* _What is needed_
Copy each line below in which the string "linecap" occurs.

* _Available data_
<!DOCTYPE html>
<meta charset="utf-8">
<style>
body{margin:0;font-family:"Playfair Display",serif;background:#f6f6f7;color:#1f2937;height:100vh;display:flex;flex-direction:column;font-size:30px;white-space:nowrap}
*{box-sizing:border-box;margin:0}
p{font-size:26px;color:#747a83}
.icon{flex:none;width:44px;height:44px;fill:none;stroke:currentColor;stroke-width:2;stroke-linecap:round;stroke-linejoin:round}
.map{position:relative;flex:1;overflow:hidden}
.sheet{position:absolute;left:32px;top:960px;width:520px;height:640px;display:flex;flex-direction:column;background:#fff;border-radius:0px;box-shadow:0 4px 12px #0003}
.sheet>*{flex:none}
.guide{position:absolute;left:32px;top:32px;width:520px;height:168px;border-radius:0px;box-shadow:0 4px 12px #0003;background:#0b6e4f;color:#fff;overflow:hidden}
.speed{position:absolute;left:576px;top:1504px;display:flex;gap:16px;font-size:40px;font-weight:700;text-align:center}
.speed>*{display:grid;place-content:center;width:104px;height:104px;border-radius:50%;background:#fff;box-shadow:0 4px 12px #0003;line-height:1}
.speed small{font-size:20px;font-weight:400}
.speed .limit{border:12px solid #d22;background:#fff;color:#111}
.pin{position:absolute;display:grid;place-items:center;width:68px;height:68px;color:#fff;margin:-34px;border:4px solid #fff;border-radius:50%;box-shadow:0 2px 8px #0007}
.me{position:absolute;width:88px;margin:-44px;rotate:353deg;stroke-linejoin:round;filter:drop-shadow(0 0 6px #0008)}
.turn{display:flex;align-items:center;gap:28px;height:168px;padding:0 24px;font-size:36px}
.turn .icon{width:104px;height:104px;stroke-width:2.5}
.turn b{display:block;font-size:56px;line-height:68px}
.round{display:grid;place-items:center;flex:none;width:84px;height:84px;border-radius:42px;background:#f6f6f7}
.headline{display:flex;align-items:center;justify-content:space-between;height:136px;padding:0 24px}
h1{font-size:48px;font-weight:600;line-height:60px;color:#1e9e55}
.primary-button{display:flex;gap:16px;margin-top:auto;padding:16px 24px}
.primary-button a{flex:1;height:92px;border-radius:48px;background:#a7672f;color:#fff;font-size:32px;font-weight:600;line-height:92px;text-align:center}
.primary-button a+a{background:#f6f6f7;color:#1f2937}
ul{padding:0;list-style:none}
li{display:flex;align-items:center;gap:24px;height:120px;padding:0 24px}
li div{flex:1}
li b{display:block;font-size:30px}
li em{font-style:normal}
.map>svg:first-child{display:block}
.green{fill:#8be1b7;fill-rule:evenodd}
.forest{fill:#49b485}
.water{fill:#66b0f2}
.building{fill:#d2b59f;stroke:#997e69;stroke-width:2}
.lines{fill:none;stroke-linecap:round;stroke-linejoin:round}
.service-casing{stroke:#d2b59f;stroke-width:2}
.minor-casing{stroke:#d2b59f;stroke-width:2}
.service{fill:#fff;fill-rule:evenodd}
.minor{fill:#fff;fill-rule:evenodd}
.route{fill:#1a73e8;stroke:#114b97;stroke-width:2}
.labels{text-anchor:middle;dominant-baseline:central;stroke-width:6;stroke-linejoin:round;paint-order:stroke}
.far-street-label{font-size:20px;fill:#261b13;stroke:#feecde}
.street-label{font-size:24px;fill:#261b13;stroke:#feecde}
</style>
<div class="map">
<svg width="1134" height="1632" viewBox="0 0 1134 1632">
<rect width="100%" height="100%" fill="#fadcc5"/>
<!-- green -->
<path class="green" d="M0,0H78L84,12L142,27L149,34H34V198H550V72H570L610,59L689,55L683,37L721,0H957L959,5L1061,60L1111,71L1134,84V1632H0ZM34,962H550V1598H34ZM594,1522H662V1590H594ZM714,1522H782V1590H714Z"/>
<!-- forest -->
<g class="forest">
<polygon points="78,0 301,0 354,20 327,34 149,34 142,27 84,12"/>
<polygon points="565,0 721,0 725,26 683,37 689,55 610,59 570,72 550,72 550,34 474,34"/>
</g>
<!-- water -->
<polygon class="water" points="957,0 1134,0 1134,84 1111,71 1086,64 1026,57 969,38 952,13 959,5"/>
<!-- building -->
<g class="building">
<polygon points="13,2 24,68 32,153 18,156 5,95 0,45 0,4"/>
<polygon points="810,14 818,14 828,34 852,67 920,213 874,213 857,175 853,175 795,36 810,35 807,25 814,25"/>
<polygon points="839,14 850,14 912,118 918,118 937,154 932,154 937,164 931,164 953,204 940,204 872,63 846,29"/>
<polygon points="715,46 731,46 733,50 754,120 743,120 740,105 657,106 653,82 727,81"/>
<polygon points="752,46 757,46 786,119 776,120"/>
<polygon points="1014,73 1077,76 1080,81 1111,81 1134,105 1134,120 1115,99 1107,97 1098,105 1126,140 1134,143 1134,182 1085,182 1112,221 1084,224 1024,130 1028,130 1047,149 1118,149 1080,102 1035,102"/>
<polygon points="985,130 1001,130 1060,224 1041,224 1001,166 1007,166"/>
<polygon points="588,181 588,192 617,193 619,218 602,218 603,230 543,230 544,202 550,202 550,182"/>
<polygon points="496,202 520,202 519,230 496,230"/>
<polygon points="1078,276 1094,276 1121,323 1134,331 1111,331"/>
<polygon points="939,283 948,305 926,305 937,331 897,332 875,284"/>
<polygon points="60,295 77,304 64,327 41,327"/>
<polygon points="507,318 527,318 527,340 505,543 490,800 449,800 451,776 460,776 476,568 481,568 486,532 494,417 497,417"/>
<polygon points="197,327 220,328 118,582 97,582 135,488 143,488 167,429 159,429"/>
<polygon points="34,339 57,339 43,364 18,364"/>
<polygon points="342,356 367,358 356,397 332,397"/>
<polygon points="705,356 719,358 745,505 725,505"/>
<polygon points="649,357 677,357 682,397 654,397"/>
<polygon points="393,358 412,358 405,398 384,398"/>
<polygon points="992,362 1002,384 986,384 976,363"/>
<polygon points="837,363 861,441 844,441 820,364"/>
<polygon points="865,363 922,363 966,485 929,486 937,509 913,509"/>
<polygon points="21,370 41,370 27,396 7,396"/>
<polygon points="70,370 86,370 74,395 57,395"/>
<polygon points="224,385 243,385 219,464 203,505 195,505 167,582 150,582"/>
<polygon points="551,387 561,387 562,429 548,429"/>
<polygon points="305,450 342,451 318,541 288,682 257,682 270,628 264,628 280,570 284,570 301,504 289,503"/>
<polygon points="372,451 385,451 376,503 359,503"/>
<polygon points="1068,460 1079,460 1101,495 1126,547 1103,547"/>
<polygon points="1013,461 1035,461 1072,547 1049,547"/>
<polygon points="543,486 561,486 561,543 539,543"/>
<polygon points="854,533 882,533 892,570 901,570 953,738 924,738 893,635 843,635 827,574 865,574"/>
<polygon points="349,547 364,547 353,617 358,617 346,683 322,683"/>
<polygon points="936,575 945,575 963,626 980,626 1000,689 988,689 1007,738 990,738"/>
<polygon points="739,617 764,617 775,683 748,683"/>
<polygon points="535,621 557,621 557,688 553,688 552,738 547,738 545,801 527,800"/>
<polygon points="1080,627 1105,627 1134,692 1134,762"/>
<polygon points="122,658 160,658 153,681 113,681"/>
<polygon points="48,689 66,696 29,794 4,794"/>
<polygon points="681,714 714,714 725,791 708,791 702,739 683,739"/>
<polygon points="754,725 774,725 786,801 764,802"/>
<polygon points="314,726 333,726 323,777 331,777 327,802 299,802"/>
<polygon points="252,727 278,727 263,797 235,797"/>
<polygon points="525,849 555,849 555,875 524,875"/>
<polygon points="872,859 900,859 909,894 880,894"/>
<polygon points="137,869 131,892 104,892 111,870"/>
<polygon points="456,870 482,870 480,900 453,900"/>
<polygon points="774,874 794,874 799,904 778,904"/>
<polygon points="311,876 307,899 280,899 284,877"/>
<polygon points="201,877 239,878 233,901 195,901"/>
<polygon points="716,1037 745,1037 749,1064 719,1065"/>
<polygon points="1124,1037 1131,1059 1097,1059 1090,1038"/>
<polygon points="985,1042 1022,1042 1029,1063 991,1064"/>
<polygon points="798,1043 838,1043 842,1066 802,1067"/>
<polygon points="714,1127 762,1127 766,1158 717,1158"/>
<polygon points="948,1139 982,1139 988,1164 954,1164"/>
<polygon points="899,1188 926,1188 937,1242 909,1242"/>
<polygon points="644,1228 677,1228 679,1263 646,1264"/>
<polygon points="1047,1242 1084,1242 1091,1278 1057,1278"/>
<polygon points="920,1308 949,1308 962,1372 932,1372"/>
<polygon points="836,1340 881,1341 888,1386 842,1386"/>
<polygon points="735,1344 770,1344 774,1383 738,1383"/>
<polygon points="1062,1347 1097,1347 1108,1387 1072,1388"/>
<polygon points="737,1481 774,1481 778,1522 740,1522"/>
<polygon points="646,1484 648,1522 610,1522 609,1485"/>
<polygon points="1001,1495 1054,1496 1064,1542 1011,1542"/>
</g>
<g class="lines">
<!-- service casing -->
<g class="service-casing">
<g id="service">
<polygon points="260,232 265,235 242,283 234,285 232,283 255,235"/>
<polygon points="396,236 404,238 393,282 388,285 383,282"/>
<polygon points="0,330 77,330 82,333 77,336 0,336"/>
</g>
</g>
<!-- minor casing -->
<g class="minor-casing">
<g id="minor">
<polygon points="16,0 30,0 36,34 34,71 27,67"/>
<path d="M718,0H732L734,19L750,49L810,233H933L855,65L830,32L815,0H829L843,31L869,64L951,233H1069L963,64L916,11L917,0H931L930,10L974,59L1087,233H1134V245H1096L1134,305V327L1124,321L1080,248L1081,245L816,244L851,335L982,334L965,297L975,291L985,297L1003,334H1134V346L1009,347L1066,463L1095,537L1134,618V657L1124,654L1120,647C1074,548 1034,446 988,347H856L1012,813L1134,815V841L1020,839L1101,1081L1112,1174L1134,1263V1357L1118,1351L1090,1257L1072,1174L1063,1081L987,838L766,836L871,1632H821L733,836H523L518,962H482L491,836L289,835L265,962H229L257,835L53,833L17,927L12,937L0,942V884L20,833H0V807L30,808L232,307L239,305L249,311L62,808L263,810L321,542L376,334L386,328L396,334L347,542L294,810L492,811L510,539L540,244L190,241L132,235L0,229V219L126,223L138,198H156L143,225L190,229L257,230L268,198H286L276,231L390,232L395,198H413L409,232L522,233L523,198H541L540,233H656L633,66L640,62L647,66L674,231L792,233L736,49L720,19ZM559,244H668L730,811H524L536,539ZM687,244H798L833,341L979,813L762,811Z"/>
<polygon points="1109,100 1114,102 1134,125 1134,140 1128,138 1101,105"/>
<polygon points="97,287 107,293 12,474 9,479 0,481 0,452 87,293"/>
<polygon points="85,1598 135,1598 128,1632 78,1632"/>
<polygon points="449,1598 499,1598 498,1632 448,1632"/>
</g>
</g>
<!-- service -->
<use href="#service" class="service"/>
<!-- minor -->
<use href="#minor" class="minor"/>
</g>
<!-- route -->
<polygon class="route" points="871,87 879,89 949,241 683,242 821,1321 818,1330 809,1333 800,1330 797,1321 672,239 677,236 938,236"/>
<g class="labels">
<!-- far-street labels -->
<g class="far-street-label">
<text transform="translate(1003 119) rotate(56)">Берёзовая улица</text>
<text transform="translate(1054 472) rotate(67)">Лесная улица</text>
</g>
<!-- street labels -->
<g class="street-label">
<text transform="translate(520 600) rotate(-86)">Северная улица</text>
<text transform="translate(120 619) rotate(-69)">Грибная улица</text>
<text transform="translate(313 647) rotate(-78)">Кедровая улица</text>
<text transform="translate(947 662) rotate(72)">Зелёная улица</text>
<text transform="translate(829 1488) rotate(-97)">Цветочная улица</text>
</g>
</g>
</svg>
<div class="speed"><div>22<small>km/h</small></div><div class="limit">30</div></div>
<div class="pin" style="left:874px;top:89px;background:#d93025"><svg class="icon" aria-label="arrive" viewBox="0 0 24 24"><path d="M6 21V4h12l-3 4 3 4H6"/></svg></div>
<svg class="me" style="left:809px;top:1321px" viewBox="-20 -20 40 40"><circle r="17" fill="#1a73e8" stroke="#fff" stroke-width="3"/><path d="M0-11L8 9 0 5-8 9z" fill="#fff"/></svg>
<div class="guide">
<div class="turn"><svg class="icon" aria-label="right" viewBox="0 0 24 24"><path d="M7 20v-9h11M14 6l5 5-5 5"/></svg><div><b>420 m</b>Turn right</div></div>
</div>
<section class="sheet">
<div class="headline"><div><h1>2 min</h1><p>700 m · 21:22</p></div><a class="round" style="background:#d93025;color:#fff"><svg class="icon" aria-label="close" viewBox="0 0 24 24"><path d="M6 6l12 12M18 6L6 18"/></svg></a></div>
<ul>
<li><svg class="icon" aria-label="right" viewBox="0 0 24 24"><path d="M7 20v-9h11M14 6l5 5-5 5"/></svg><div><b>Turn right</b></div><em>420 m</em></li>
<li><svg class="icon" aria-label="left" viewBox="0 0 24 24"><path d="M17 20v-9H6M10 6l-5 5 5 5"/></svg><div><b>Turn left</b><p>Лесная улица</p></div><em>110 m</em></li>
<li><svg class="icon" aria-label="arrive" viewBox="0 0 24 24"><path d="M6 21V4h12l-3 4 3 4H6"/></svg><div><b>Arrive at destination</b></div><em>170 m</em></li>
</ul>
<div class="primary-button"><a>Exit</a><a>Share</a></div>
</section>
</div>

* _Solution_
.icon{flex:none;width:44px;height:44px;fill:none;stroke:currentColor;stroke-width:2;stroke-linecap:round;stroke-linejoin:round}
.lines{fill:none;stroke-linecap:round;stroke-linejoin:round}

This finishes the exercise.